From: "Darrick J. Wong" <djwong@kernel.org>
To: Eric Sandeen <sandeen@sandeen.net>
Cc: Christoph Hellwig <hch@lst.de>, Brian Foster <bfoster@redhat.com>,
linux-xfs@vger.kernel.org
Subject: Re: [PATCH 08/11] xfs_repair: allow setting the needsrepair flag
Date: Thu, 11 Feb 2021 20:35:50 -0800 [thread overview]
Message-ID: <20210212043550.GJ7193@magnolia> (raw)
In-Reply-To: <20210212001731.GH7193@magnolia>
On Thu, Feb 11, 2021 at 04:17:31PM -0800, Darrick J. Wong wrote:
> On Thu, Feb 11, 2021 at 05:29:05PM -0600, Eric Sandeen wrote:
> > On 2/11/21 4:59 PM, Darrick J. Wong wrote:
> > > From: Darrick J. Wong <djwong@kernel.org>
> > >
> > > Quietly set up the ability to tell xfs_repair to set NEEDSREPAIR at
> > > program start and (presumably) clear it by the end of the run. This
> > > code isn't terribly useful to users; it's mainly here so that fstests
> > > can exercise the functionality. We don't document this flag in the
> > > manual pages at all because repair clears needsrepair at exit, which
> > > means the knobs only exist for fstests to exercise the functionality.
> > >
> > > Note that we can't do any of these upgrades until we've at least done a
> > > preliminary scan of the primary super and the log.
> > >
> > > Signed-off-by: Darrick J. Wong <djwong@kernel.org>
> > > Reviewed-by: Christoph Hellwig <hch@lst.de>
> > > Reviewed-by: Brian Foster <bfoster@redhat.com>
> >
> >
> > I'm still a little on the fence about the cmdline option for crashing
> > repair at a certain point from the POV that Brian kind of pointed out
> > that this doesn't exactly scale as we need more hooks.
>
> (That's in the next patch.)
>
> > but
> >
> > ehhhh it's a test-only undocumented option and I guess we could change
> > it later if desired
> >
> > we do have other debug options on the commandline already as well....
>
> I don't mind moving the debugging hooks to be seekrit environment
> variables or something, but I don't think I've quite addressed some of
> Brian's comments from last time:
>
> [paste in stuff Brian said]
>
> > But is it worth maintaining test specific debug logic in an
> > application just to confirm that particular feature bit upgrades
> > actually set the bit?
>
> I argue that yes, this is important enough to burn a debugging knob.

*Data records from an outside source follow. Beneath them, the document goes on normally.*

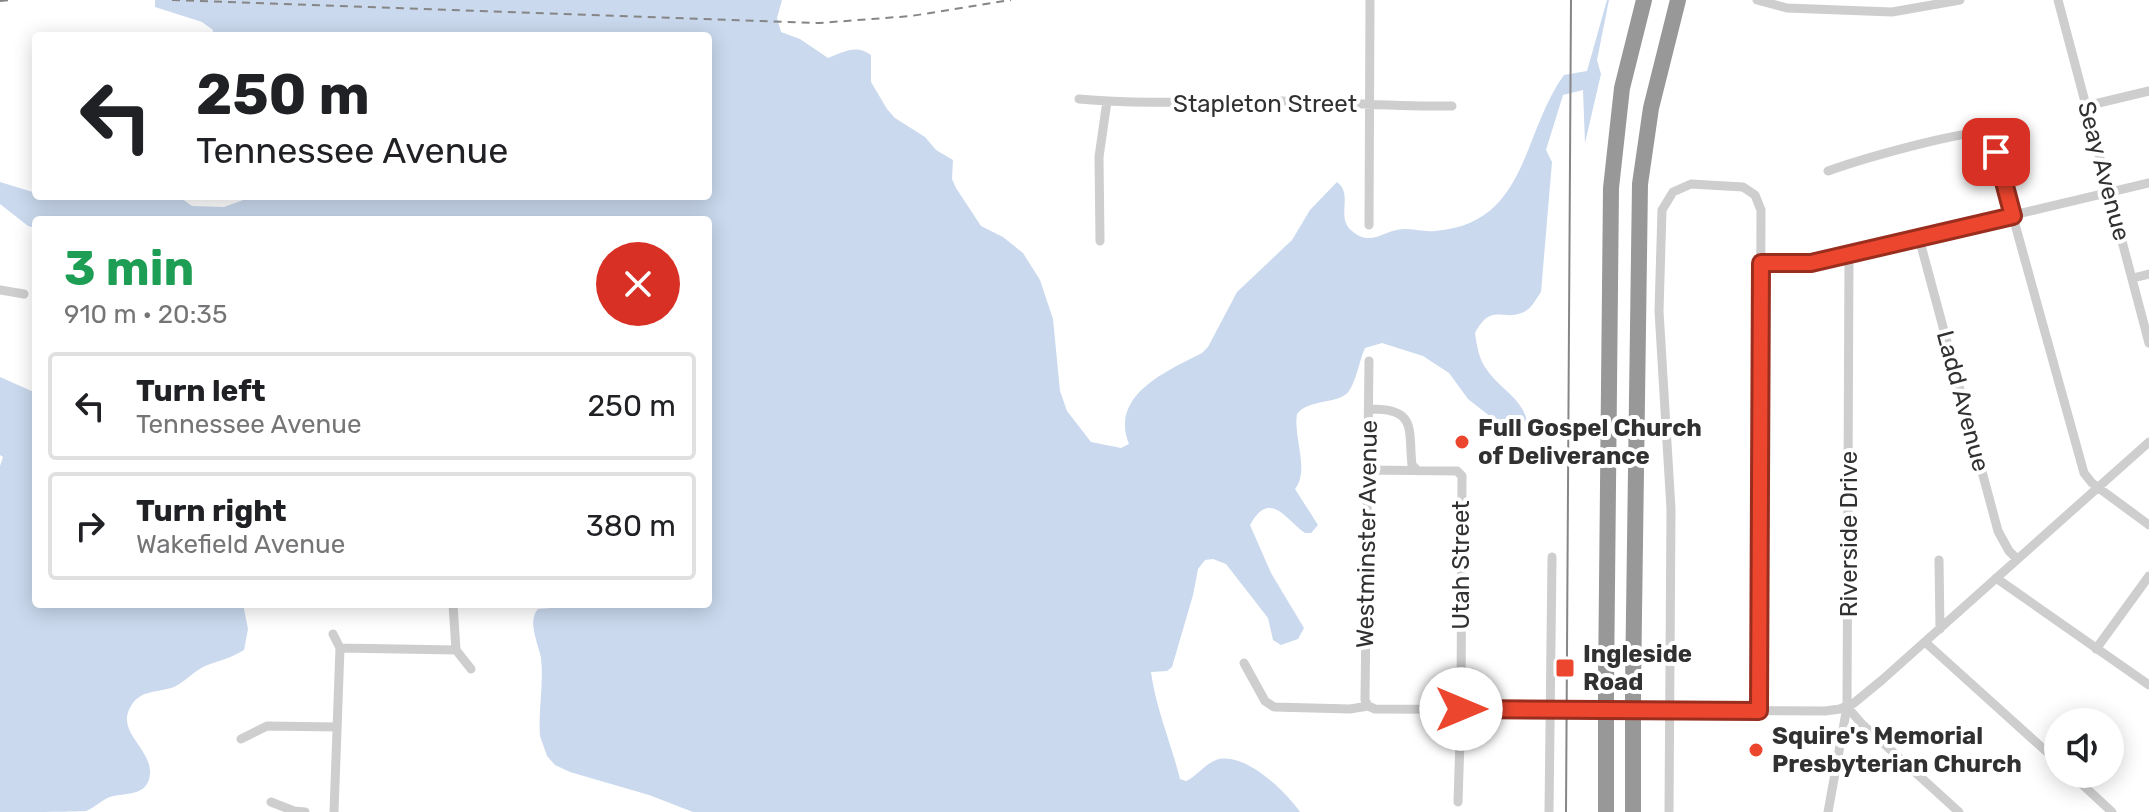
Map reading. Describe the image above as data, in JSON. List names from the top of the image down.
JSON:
{
  "streets": {
    "street": [
      "Stapleton Street",
      "Seay Avenue",
      "Ladd Avenue",
      "Westminster Avenue",
      "Riverside Drive",
      "Utah Street"
    ]
  },
  "places": {
    "other": ["Full Gospel Church of Deliverance", "Squire's Memorial Presbyterian Church"],
    "transit": ["Ingleside Road"]
  },
  "page": {
    "turn": ["250 m", "Tennessee Avenue"],
    "heading": ["3 min", "910 m · 20:35"],
    "list": [
      {
        "name": "Turn left",
        "note": "Tennessee Avenue",
        "value": "250 m"
      },
      {
        "name": "Turn right",
        "note": "Wakefield Avenue",
        "value": "380 m"
      }
    ]
  }
}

> The sequence that I think we should prevent through testing is the one
> where we've set the new feature on the primary super but we haven't
> finished generating whatever new metadata is needed to complete the
> upgrade, the system crashes, and on remount the verifiers explode.
>
> Chances are pretty good that we'll get an angry bug report on the
> mailing list: "I upgraded my fs, the power went down, and the kernel
> sprayed corruption everywhere!" If we get a customer escalation like
> this, I'd /much/ rather it be about not being able to mount right after
> the reboot than a latent corruption that grows unseen until somebody's
> filesystem loses data.
>
> If a future patch to repair accidentally breaks the behavior where we
> set NEEDSREPAIR at the same time as we set the new feature and flush the
> super to disk, we cannot tell that there's been a regression in this
> safety mechanism just by looking at the output of an otherwise
> successful xfs_repair run...
>
> > It seems sufficient to me to test that needsrepair functionality works
> > as expected and that individual feature upgrade works as well.
>
> ...so in other words, we need some point to inject an error to make sure
> that the upgrade interlock is correct.
>
> > Given the discussion on patch 7, perhaps it makes more sense to at
> > least defer this sort of injection mechanism until we have a scheme
> > for generic needsrepair usage worked out for xfs_repair?
>
> I'm in the midst of prototyping what I said in the last thread --
> hooking the buffe cache so that repair can catch the first time we
> actually write anything to the filesystem, and using that to set
> NEEDSREPAIR. I've not run it through full fstests yet, but AFAICT I can
> keep using the same tests and the same injection knobs I already wrote.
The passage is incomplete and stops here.